The problem: Write each line again exactly as it is, from the opening line of the records below through the one containing "translate:-100% -50%; text-align:right", and add nothing.

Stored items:
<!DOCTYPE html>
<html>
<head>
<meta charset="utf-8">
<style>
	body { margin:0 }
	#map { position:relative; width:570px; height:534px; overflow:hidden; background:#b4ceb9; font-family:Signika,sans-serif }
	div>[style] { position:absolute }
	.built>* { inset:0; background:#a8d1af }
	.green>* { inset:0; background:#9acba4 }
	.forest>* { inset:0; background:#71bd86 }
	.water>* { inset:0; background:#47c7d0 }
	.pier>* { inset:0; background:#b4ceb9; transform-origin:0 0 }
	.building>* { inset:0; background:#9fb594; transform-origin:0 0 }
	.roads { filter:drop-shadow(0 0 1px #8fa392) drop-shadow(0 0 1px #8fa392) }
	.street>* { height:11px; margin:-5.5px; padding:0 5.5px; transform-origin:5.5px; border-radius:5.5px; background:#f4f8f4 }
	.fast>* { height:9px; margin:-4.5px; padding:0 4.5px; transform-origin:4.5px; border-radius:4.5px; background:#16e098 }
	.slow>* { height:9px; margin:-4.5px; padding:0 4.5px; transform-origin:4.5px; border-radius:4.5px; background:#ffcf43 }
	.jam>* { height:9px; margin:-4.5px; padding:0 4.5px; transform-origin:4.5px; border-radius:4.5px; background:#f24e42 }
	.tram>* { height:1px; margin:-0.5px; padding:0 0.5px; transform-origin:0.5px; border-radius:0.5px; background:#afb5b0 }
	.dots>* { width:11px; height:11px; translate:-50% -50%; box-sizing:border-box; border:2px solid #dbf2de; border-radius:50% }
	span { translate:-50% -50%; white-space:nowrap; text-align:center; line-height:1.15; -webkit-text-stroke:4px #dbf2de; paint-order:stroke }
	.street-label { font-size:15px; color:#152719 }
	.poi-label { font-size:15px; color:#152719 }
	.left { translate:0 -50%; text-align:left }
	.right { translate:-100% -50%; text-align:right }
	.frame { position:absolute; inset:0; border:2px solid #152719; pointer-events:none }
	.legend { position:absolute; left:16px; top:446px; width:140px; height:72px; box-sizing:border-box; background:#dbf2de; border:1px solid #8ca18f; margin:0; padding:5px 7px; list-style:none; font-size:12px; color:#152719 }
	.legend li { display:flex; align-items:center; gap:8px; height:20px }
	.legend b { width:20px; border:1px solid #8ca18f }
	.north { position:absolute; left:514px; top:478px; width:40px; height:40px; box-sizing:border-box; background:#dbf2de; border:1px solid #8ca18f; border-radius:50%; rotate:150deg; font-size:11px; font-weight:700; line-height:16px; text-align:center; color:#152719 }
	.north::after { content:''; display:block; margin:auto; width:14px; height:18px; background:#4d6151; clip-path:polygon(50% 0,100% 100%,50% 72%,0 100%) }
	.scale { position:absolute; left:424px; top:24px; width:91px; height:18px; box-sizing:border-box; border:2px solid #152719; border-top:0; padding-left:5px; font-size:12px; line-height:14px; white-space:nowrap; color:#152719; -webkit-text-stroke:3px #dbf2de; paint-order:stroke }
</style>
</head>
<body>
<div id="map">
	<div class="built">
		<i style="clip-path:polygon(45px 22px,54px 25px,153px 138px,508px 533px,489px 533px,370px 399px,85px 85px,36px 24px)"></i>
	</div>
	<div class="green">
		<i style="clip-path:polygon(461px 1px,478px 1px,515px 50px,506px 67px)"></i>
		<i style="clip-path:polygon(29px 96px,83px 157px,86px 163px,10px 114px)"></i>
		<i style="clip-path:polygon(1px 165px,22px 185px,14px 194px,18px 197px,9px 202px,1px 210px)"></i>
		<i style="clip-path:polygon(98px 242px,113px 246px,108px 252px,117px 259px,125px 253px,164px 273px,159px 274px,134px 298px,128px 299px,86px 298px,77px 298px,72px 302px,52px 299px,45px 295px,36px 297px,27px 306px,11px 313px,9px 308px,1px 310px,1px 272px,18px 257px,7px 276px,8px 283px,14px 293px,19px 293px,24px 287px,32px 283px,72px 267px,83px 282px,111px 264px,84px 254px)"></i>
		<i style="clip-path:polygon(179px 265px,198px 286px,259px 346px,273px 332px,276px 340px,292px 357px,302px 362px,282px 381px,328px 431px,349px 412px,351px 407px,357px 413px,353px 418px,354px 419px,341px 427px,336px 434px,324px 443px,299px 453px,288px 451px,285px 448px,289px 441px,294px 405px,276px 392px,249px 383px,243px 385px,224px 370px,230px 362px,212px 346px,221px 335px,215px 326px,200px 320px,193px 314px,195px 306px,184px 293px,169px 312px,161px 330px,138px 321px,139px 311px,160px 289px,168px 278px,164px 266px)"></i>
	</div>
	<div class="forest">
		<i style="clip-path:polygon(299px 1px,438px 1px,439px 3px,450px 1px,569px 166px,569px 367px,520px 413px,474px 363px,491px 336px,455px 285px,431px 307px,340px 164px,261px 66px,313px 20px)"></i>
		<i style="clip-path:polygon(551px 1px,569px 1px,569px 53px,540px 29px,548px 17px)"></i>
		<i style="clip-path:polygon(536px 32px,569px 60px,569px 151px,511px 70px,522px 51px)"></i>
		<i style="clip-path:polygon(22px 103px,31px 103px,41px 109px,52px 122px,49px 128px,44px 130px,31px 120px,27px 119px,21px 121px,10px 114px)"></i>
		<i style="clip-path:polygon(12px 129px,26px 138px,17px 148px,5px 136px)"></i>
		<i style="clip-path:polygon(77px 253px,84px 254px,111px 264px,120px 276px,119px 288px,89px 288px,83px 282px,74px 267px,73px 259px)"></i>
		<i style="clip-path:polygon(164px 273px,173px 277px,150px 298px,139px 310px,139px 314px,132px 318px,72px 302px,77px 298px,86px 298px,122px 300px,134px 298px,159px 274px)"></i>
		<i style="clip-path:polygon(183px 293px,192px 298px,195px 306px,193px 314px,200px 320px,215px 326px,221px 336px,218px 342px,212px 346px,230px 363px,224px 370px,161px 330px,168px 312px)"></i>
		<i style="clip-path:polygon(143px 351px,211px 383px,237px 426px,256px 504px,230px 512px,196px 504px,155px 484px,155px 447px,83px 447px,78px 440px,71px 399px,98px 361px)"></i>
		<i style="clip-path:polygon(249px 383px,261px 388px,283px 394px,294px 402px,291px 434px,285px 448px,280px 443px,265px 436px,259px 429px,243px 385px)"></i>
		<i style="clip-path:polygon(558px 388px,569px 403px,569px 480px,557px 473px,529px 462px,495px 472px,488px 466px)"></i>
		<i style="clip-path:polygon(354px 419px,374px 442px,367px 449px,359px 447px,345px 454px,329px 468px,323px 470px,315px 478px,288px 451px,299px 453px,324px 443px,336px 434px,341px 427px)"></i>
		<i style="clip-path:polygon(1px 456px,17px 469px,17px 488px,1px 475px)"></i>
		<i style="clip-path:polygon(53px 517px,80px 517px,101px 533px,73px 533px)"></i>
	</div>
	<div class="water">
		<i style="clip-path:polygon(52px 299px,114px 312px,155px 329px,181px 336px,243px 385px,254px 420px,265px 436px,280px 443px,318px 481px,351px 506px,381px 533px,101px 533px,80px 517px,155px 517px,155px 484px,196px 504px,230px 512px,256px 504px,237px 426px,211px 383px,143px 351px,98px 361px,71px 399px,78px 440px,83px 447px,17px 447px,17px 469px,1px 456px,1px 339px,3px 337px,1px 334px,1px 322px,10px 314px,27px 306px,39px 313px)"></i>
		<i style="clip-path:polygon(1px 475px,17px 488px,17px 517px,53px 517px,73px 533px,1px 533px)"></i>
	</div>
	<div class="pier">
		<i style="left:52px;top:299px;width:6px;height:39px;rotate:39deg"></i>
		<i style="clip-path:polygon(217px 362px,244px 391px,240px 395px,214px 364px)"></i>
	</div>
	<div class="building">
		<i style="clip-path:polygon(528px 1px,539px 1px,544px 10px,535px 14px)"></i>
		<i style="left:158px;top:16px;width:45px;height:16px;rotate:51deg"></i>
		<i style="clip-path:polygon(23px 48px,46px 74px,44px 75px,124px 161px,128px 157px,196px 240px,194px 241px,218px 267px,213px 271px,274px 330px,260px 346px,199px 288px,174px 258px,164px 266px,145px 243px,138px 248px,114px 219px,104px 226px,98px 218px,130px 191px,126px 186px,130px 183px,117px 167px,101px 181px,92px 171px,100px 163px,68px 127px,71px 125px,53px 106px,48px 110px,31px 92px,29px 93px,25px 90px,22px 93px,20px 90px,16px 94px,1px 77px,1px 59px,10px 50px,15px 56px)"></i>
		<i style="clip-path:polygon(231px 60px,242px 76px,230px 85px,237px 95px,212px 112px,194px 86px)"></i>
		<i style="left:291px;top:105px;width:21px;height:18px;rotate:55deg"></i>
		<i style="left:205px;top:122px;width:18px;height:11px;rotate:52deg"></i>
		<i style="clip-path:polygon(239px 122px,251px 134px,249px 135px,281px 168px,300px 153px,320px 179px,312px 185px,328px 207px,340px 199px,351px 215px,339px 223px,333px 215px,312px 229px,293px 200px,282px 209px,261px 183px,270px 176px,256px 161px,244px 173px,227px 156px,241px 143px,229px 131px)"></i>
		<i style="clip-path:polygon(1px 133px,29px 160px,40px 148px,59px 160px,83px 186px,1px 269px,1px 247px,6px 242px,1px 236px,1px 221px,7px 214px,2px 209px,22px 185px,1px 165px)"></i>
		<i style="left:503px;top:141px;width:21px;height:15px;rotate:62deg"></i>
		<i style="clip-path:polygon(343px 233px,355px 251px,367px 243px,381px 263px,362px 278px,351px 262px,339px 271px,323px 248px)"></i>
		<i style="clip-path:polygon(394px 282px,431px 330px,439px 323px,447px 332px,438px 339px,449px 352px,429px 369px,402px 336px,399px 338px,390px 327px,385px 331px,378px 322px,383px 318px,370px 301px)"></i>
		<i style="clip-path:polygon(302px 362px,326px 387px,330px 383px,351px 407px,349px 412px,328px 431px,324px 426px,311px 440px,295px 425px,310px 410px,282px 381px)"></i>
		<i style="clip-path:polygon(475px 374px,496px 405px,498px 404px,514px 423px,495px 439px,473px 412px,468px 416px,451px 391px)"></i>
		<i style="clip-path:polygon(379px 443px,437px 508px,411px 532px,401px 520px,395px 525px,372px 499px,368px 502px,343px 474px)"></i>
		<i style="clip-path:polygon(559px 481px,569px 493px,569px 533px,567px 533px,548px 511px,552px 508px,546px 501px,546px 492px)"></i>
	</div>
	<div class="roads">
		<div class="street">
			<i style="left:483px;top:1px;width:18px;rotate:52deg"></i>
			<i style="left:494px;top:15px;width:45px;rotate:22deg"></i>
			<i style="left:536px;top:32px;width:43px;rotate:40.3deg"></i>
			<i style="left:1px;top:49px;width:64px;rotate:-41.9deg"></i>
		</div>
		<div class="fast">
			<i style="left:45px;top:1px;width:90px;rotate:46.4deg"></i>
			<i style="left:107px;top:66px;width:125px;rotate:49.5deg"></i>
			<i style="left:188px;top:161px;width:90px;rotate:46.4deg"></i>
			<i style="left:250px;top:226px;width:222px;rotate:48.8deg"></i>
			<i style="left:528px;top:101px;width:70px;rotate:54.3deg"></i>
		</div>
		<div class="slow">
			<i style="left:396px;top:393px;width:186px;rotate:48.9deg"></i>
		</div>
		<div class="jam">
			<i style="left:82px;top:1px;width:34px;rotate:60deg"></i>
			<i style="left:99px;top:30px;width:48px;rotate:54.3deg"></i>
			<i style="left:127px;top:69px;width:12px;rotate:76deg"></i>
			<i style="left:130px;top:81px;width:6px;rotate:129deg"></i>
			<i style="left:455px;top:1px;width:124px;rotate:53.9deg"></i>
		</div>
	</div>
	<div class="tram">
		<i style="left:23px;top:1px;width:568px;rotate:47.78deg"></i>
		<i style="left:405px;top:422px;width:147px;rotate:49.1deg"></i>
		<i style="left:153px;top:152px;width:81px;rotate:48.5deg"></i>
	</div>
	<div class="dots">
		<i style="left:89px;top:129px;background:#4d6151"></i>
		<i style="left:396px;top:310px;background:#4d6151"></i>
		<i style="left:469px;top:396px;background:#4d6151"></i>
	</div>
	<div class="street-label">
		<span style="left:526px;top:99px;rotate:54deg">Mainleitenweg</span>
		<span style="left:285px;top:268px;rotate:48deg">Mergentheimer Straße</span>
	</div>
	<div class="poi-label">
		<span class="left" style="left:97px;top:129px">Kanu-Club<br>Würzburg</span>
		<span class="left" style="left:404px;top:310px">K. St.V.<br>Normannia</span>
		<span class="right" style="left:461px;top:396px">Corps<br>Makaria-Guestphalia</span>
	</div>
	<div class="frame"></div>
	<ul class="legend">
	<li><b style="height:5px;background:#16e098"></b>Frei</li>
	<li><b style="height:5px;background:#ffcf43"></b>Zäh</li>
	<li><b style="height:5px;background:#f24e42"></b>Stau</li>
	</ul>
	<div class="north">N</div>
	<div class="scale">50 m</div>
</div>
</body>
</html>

Result of this exercise:
<!DOCTYPE html>
<html>
<head>
<meta charset="utf-8">
<style>
	body { margin:0 }
	#map { position:relative; width:570px; height:534px; overflow:hidden; background:#b4ceb9; font-family:Signika,sans-serif }
	div>[style] { position:absolute }
	.built>* { inset:0; background:#a8d1af }
	.green>* { inset:0; background:#9acba4 }
	.forest>* { inset:0; background:#71bd86 }
	.water>* { inset:0; background:#47c7d0 }
	.pier>* { inset:0; background:#b4ceb9; transform-origin:0 0 }
	.building>* { inset:0; background:#9fb594; transform-origin:0 0 }
	.roads { filter:drop-shadow(0 0 1px #8fa392) drop-shadow(0 0 1px #8fa392) }
	.street>* { height:11px; margin:-5.5px; padding:0 5.5px; transform-origin:5.5px; border-radius:5.5px; background:#f4f8f4 }
	.fast>* { height:9px; margin:-4.5px; padding:0 4.5px; transform-origin:4.5px; border-radius:4.5px; background:#16e098 }
	.slow>* { height:9px; margin:-4.5px; padding:0 4.5px; transform-origin:4.5px; border-radius:4.5px; background:#ffcf43 }
	.jam>* { height:9px; margin:-4.5px; padding:0 4.5px; transform-origin:4.5px; border-radius:4.5px; background:#f24e42 }
	.tram>* { height:1px; margin:-0.5px; padding:0 0.5px; transform-origin:0.5px; border-radius:0.5px; background:#afb5b0 }
	.dots>* { width:11px; height:11px; translate:-50% -50%; box-sizing:border-box; border:2px solid #dbf2de; border-radius:50% }
	span { translate:-50% -50%; white-space:nowrap; text-align:center; line-height:1.15; -webkit-text-stroke:4px #dbf2de; paint-order:stroke }
	.street-label { font-size:15px; color:#152719 }
	.poi-label { font-size:15px; color:#152719 }
	.left { translate:0 -50%; text-align:left }
	.right { translate:-100% -50%; text-align:right }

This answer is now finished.